» **WHAT YOU WILL DO**
Give back the entries exactly, ending with the "height:3px; margin:-1.5px; padding:0" line.

» **Records from a data collection**
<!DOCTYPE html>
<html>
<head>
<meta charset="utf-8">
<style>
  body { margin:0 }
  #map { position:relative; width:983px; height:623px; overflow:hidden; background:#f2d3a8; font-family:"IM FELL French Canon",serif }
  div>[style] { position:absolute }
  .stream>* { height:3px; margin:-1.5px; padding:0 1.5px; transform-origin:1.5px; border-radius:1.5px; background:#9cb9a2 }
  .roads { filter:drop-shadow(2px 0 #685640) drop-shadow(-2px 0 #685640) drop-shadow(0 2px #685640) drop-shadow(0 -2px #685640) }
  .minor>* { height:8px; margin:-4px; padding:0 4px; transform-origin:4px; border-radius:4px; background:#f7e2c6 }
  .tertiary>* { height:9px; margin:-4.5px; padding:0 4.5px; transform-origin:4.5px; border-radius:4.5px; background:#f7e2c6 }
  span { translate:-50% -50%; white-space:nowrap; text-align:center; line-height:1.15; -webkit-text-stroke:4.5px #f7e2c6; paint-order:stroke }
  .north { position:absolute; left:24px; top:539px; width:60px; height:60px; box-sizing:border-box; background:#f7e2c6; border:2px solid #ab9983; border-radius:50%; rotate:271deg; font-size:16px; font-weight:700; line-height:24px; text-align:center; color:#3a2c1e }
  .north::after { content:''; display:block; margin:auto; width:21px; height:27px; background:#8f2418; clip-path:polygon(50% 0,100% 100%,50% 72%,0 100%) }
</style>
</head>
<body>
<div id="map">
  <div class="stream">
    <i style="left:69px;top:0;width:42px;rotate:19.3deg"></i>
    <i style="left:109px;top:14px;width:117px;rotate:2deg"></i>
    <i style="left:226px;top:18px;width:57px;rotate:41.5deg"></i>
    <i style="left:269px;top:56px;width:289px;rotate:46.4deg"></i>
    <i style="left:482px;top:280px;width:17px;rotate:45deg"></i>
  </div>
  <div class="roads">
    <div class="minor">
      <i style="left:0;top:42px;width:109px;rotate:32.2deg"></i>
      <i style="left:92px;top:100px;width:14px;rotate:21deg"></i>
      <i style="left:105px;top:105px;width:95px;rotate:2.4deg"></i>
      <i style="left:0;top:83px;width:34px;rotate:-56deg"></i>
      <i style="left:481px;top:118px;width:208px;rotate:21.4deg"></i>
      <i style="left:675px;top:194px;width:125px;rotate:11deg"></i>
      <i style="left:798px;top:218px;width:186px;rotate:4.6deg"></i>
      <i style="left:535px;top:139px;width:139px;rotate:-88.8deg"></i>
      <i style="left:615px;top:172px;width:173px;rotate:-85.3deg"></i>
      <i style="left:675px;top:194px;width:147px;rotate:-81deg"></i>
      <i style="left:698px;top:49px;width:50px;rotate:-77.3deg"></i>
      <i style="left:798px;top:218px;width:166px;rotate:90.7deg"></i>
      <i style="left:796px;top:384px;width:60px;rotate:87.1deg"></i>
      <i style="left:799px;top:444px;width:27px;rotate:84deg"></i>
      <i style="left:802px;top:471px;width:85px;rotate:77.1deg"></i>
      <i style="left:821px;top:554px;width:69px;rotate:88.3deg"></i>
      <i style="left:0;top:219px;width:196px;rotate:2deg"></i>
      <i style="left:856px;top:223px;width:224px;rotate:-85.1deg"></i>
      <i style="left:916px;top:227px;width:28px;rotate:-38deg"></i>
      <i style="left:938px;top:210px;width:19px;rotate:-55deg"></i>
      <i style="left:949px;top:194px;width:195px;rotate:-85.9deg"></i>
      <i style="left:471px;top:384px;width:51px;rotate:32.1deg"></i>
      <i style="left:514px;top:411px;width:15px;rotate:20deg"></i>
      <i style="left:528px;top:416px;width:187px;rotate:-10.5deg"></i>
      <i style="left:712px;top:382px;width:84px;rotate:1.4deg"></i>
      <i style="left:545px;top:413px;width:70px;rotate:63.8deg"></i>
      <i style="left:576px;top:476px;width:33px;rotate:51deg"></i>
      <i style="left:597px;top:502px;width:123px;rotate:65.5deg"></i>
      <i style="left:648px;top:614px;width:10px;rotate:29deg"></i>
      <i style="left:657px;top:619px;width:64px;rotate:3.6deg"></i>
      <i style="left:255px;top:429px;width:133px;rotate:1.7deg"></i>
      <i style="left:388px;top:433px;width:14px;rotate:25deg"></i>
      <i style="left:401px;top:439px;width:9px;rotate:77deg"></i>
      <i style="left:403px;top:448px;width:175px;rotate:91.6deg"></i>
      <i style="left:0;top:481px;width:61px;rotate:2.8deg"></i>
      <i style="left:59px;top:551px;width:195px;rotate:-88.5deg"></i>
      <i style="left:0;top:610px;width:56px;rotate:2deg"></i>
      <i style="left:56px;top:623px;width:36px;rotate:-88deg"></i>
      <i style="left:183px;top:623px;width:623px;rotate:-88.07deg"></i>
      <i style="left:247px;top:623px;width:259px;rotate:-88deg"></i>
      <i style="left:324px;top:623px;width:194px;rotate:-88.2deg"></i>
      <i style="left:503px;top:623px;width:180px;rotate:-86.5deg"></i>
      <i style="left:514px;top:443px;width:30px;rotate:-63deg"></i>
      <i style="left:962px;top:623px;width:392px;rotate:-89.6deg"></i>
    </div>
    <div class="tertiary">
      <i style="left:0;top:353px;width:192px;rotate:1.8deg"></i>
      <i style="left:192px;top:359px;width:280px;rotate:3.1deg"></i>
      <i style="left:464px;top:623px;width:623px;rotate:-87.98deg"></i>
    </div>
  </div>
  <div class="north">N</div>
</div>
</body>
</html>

» **SOLUTION**
<!DOCTYPE html>
<html>
<head>
<meta charset="utf-8">
<style>
  body { margin:0 }
  #map { position:relative; width:983px; height:623px; overflow:hidden; background:#f2d3a8; font-family:"IM FELL French Canon",serif }
  div>[style] { position:absolute }
  .stream>* { height:3px; margin:-1.5px; padding:0 1.5px; transform-origin:1.5px; border-radius:1.5px; background:#9cb9a2 }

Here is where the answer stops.